MongoDB Realm supports nearly all MongoDB aggregation pipeline stages and operators, but some stages and operators must be executed within a system function. See Aggregation Framework Limitations for more information.
Data Model
The examples on this page use a collection named store.purchases
that contains information about historical item sales in an online
store. Each document contains a list of the purchased items
,
including the item name
and the purchased quantity
, as well as a
unique ID value for the customer that purchased the items.

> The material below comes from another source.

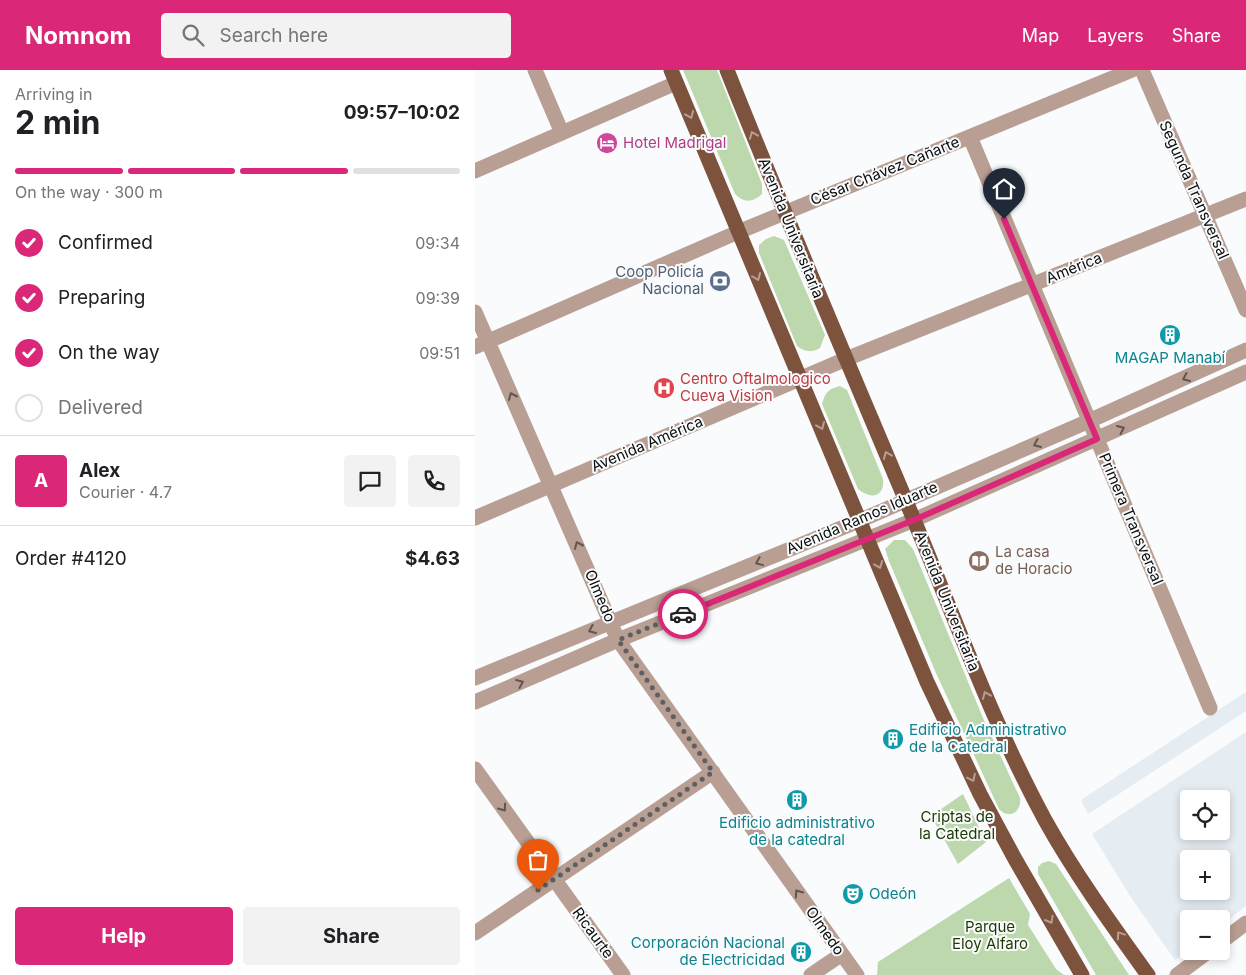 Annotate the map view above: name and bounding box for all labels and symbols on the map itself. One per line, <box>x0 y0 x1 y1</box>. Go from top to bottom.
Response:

{ "title": "Purchase", "required": ["_id", "customerId", "items"], "properties": { "_id": { "bsonType": "objectId" }, "customerId": { "bsonType": "objectId" }, "items": { "bsonType": "array", "items": { "bsonType": "object", "required": ["name", "quantity"], "properties": { "name": { "bsonType": "string" }, "quantity": { "bsonType": "int" } } } } } }
Snippet Setup
To use a code snippet in a function, you must first instantiate a MongoDB collection handle:
exports = function() { const mongodb = context.services.get("mongodb-atlas"); const itemsCollection = mongodb.db("store").collection("items"); const purchasesCollection = mongodb.db("store").collection("purchases"); // ... paste snippet here ... }
Run an Aggregation Pipeline
You can execute an aggregation pipeline using the
collection.aggregate()
method.
The following function snippet groups all documents
in the purchases
collection by their customerId
value and
aggregates a count of the number of items each customer purchases as
well as the total number of purchases that they made. After grouping the
documents the pipeline adds a new field that calculates the average
number of items each customer purchases at a time,
averageNumItemsPurchased
, to each customer's document:
const pipeline = [ { "$group": { "_id": "$customerId", "numPurchases": { "$sum": 1 }, "numItemsPurchased": { "$sum": { "$size": "$items" } } } }, { "$addFields": { "averageNumItemsPurchased": { "$divide": ["$numItemsPurchased", "$numPurchases"] } } } ] return purchasesCollection.aggregate(pipeline).toArray() .then(customers => { console.log(`Successfully grouped purchases for ${customers.length} customers.`) for(const customer of customers) { console.log(`customer: ${customer._id}`) console.log(`num purchases: ${customer.numPurchases}`) console.log(`total items purchased: ${customer.numItemsPurchased}`) console.log(`average items per purchase: ${customer.averageNumItemsPurchased}`) } return customers }) .catch(err => console.error(`Failed to group purchases by customer: ${err}`))
Aggregation Stages
Filter Documents
You can use the $match stage to filter incoming documents using standard MongoDB query syntax.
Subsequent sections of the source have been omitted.